Chinese rapper and singer

Zhou Yan (born March 22, 1987), more commonly known by his stage name GAI, is a Chinese rapper, singer and songwriter. GAI was the co-champion of the first season of The Rap of China and is one of the more prominent hip hop musicians from Chongqing.

== Early life ==
GAI was born in Weiyuan County, Neijiang City, Sichuan Province. He relocated to Chongqing and joined the Chongqing hip-hop rap label GO$H, spending time in the city's underground clubs. His stage name GAI is a childhood nickname meaning "lid" (gài) (盖) that he was given because of his bowl cut.

== Career ==
On September 15, 2015, GAI released his personal hip-hop rap single "Daydreamer". On November 11, a personal hip-hop rap single titled "Cute Girl" was released.

GAI became more widely known in China after joining hip hop competition The Rap of China in 2017, which is often seen as the mainstream debut of Chinese hip hop on mainland television. The iQiyi reality competition garnered 2.5 billion online views within China. GAI was the co-winner of the first season, and has maintained his relevance in the hip hop scene with various digital tracks, usually mixing Chongqing and other Southwest Chinese dialects with Mandarin in his tracks. He was among the first prominent rappers from Chongqing, which has now become a notable hub for hip hop in China.

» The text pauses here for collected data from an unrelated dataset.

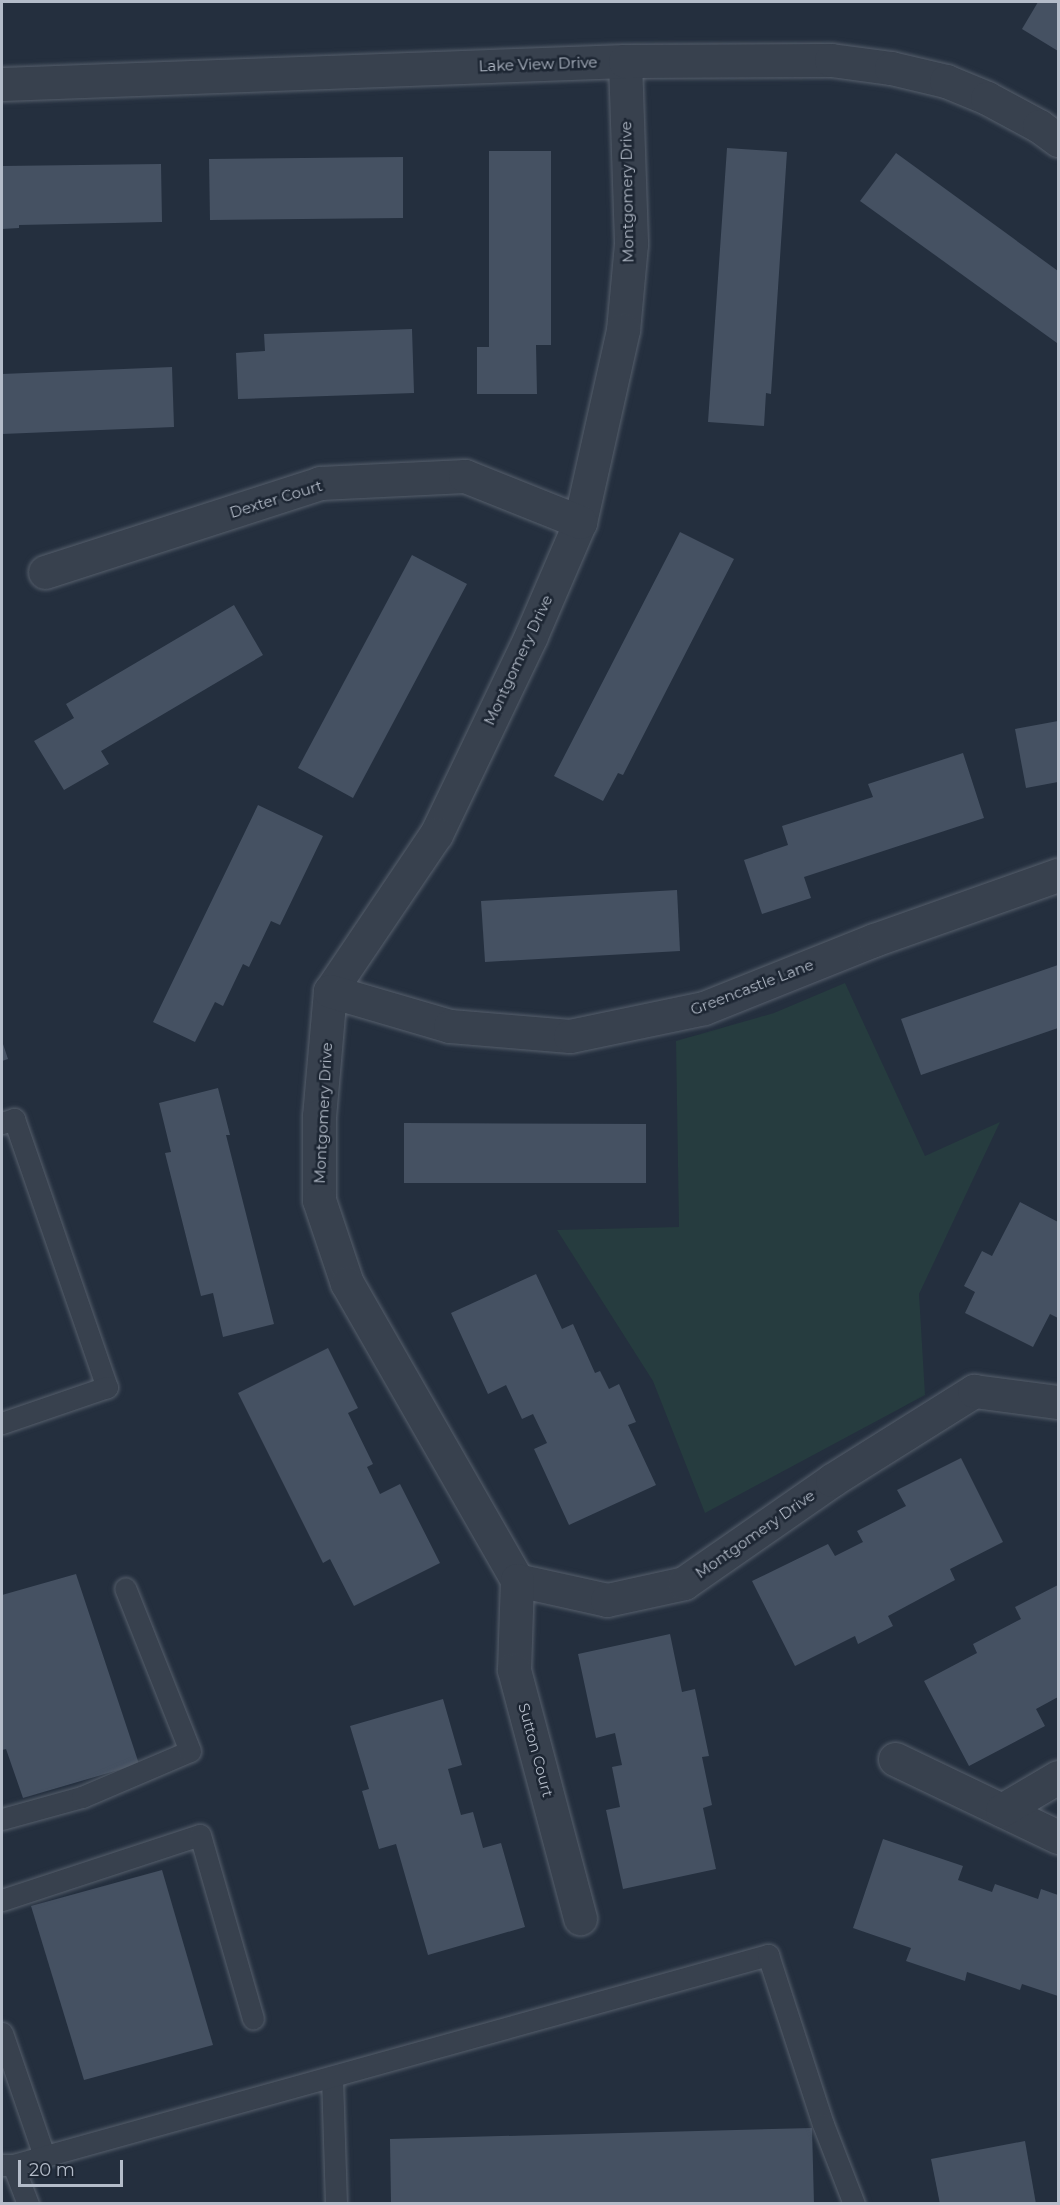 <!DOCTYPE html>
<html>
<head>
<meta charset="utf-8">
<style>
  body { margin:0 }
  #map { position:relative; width:1060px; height:2205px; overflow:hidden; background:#242f3e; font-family:Montserrat,sans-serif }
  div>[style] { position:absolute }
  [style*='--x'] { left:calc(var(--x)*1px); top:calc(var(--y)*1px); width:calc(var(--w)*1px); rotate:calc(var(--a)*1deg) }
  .green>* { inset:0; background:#263c3f }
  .building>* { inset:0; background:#455162 }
  .roads { filter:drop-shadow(0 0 2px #565f6c) drop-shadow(0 0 2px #565f6c) }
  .service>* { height:21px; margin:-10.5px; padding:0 10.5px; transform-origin:10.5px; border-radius:10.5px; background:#38414e }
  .minor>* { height:33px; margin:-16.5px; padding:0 16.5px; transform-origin:16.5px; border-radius:16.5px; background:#38414e }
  span { translate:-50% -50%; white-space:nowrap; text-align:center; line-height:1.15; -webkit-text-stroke:5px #1d2633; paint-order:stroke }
  .street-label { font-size:15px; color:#b4bcc9 }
  .frame { position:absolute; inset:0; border:3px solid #b4bcc9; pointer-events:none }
  .scale { position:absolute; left:18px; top:2160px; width:105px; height:27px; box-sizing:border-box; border:3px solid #b4bcc9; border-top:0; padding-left:8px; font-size:18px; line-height:21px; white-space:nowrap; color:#b4bcc9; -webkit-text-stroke:4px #1d2633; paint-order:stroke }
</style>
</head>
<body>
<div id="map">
  <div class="green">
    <div style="clip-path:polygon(845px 983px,925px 1156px,1000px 1122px,919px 1294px,925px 1395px,705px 1513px,653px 1381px,557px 1230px,679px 1227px,676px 1041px,774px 1013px)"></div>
  </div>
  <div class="building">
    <div style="clip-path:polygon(1038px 2px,1058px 2px,1058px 51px,1022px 29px)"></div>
    <div style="clip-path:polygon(727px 148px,787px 152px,771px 394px,766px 393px,764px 426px,708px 422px)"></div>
    <div style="clip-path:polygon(489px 151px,551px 151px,551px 345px,536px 345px,537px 394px,477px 394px,477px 347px,489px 347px)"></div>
    <div style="clip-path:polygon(896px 153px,1058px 271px,1057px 343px,860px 201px)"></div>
    <div style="clip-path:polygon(403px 157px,403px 218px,210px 220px,209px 159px)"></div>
    <div style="clip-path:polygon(161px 164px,162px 222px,19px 225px,19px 228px,2px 229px,2px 166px)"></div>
    <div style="clip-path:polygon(412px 329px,414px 393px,238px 399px,236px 353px,265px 351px,264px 334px)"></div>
    <div style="clip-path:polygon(172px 367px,174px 427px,2px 434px,2px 374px)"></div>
    <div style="clip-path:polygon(680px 532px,734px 559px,623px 775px,618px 773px,603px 801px,554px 776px)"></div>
    <div style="clip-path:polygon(412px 555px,467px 584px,353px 798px,298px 768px)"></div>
    <div style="clip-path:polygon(234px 605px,263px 655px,101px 751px,109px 764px,64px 790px,34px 741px,74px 718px,66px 704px)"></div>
    <div style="clip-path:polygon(1058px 721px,1058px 782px,1026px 788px,1015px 729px)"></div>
    <div style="clip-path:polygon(963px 753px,984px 818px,804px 877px,811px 898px,762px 914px,744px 860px,788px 845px,782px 826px,873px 797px,868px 784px)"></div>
    <div style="clip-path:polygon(258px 805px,323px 836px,280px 925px,271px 921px,249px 967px,243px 964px,223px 1006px,215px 1002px,195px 1042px,153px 1022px)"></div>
    <div style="clip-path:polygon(677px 890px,680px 951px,485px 962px,481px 901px)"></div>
    <div style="clip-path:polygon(1058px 965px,1058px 1028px,921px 1075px,901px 1019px)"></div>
    <div style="clip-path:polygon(2px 1041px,8px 1059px,2px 1061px)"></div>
    <div style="clip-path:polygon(218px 1088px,230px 1135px,226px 1135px,274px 1324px,223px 1337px,213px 1293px,201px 1296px,165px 1153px,171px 1152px,159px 1103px)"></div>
    <div style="clip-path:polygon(404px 1123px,646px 1124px,646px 1183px,404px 1183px)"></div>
    <div style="clip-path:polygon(1020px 1202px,1058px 1222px,1058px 1318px,1050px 1314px,1033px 1347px,965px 1313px,975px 1292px,964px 1286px,982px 1251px,992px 1256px)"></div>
    <div style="clip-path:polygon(536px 1274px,562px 1329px,573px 1324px,595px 1373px,600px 1371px,609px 1389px,619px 1384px,636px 1422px,628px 1425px,656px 1485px,569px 1525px,534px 1449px,547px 1443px,533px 1414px,522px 1419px,506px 1385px,488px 1394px,451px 1313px)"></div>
    <div style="clip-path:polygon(328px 1348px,358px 1408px,348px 1413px,373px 1464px,367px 1467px,380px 1494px,400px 1484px,440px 1563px,354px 1606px,330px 1559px,323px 1563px,238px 1393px)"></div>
    <div style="clip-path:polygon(961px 1458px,1003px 1542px,950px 1569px,955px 1580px,888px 1616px,893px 1626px,858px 1644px,855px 1636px,795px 1666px,752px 1581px,828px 1544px,835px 1556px,863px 1542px,857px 1531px,906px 1506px,897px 1490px)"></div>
    <div style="clip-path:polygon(76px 1574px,139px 1764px,23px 1798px,6px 1749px,2px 1750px,2px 1595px)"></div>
    <div style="clip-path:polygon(1058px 1585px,1058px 1697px,1036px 1709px,1045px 1726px,969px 1766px,924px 1681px,977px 1653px,973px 1644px,1021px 1619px,1015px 1607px)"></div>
    <div style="clip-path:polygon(670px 1634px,682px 1692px,695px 1689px,709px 1756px,702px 1757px,712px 1805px,703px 1808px,716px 1869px,623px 1889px,606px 1810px,620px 1807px,612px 1767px,622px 1765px,615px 1733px,596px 1738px,578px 1654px)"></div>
    <div style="clip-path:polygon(443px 1699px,462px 1765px,448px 1769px,461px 1815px,473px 1812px,483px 1848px,501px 1843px,525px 1927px,428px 1955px,396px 1844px,379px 1849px,362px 1791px,369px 1789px,350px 1726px)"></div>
    <div style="clip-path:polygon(883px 1839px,963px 1866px,958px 1880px,992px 1892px,995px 1884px,1038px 1899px,1041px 1889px,1058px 1895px,1058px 1996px,1022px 1984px,1020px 1990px,967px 1972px,965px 1981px,906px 1961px,911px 1948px,853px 1928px)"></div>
    <div style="clip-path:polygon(162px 1870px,213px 2045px,84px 2080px,31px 1906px)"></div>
    <div style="clip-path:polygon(812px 2128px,814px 2204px,391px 2204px,390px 2139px)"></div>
    <div style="clip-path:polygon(1025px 2141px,1036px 2204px,940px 2204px,931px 2159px)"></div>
  </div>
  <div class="roads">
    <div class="service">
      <div style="--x:2;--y:1123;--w:13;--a:-18"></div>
      <div style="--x:14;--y:1119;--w:284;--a:70.9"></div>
      <div style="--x:107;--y:1387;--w:111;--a:161.1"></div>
      <div style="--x:2;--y:1819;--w:83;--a:-15.4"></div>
      <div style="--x:82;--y:1797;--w:117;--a:-23.1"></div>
      <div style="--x:190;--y:1751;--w:175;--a:-111.7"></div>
      <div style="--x:2;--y:1900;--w:208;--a:-18.2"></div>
      <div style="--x:200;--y:1835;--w:191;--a:73.9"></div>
      <div style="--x:2;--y:2033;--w:130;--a:71.1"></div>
      <div style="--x:332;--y:2077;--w:127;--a:88.2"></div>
      <div style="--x:2;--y:2165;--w:11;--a:0"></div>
      <div style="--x:13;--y:2165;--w:784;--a:-15.54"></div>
      <div style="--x:768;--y:1955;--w:178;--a:72"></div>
      <div style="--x:823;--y:2124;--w:86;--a:68.8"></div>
      <div style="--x:13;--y:2165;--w:42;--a:69"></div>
    </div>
    <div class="minor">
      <div style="--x:625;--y:61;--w:183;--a:88.1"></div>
      <div style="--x:631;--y:244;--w:86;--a:95.3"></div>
      <div style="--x:623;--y:330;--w:197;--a:102.6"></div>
      <div style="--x:580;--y:522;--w:124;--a:113.3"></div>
      <div style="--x:531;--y:636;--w:220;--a:115.6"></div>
      <div style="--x:436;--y:834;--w:189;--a:124"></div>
      <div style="--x:330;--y:991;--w:125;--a:95"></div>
      <div style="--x:319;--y:1116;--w:84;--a:90"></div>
      <div style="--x:319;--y:1200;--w:88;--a:71.4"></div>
      <div style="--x:347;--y:1283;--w:342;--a:60.2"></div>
      <div style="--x:517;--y:1580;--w:92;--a:12.5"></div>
      <div style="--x:607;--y:1600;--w:79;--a:-12.4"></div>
      <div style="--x:684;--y:1583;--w:180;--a:-34.8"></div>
      <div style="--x:832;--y:1480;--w:168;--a:-32.1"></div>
      <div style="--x:974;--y:1391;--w:85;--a:7.5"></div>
      <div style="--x:2;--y:84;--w:623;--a:-2.11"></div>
      <div style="--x:625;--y:61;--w:206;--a:-0.3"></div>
      <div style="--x:831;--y:60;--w:61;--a:7.6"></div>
      <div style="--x:891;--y:68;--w:57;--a:13.3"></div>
      <div style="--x:946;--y:81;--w:44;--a:22.5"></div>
      <div style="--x:987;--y:98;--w:59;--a:28.3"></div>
      <div style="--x:1039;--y:126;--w:24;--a:36"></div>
      <div style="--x:45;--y:572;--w:289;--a:-17.9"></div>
      <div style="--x:320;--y:483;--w:145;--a:-2.8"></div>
      <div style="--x:465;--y:476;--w:124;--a:21.8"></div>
      <div style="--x:330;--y:991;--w:125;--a:16.3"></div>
      <div style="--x:450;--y:1026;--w:120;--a:4.8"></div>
      <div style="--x:570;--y:1036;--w:137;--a:-11.8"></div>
      <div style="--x:704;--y:1008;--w:183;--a:-21.8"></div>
      <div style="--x:874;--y:940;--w:195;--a:-19.5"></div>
      <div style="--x:517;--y:1580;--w:90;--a:91.9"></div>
      <div style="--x:514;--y:1670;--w:257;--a:75.1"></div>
      <div style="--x:895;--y:1759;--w:181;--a:25.6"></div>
      <div style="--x:1002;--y:1810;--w:65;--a:-30.5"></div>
    </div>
  </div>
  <div class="street-label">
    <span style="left:538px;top:64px;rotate:-2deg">Lake View Drive</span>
    <span style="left:627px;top:192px;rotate:-91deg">Montgomery Drive</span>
    <span style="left:276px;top:499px;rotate:-17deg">Dexter Court</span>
    <span style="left:518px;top:660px;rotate:-65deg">Montgomery Drive</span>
    <span style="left:752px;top:987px;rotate:-21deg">Greencastle Lane</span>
    <span style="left:323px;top:1113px;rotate:-87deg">Montgomery Drive</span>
    <span style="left:755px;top:1534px;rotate:-35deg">Montgomery Drive</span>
    <span style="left:536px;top:1750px;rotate:75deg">Sutton Court</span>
  </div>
  <div class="frame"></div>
  <div class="scale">20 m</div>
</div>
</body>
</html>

He has since appeared on multiple reality TV programs, including Call Me By Fire, and I Am a Singer.

GAI has faced censorship issues from the regulatory authorities in China, notably being removed from Hunan Television's reality show I Am a Singer mid-season in 2018, during a government crackdown on hip hop. He was presumably targeted due to his early works that glorified crime. However, he has responded by integrating traditional Chinese poetry, music, and literature, particularly historical martial arts tales, into his music, and added patriotic themes celebrating China's illustrious history in his works. This nationalist approach has kept his work acceptable to both the public and the government. He returned as a judge for the fourth season of The Rap of China in 2020.

== Other activities ==
On November 7, 2017, GAI attended the DOOR&KEY brand press conference and donated the 1 million prize money earned from participating in The Rap of China to Hope Project, establishing a happy music classroom for children in mountainous areas.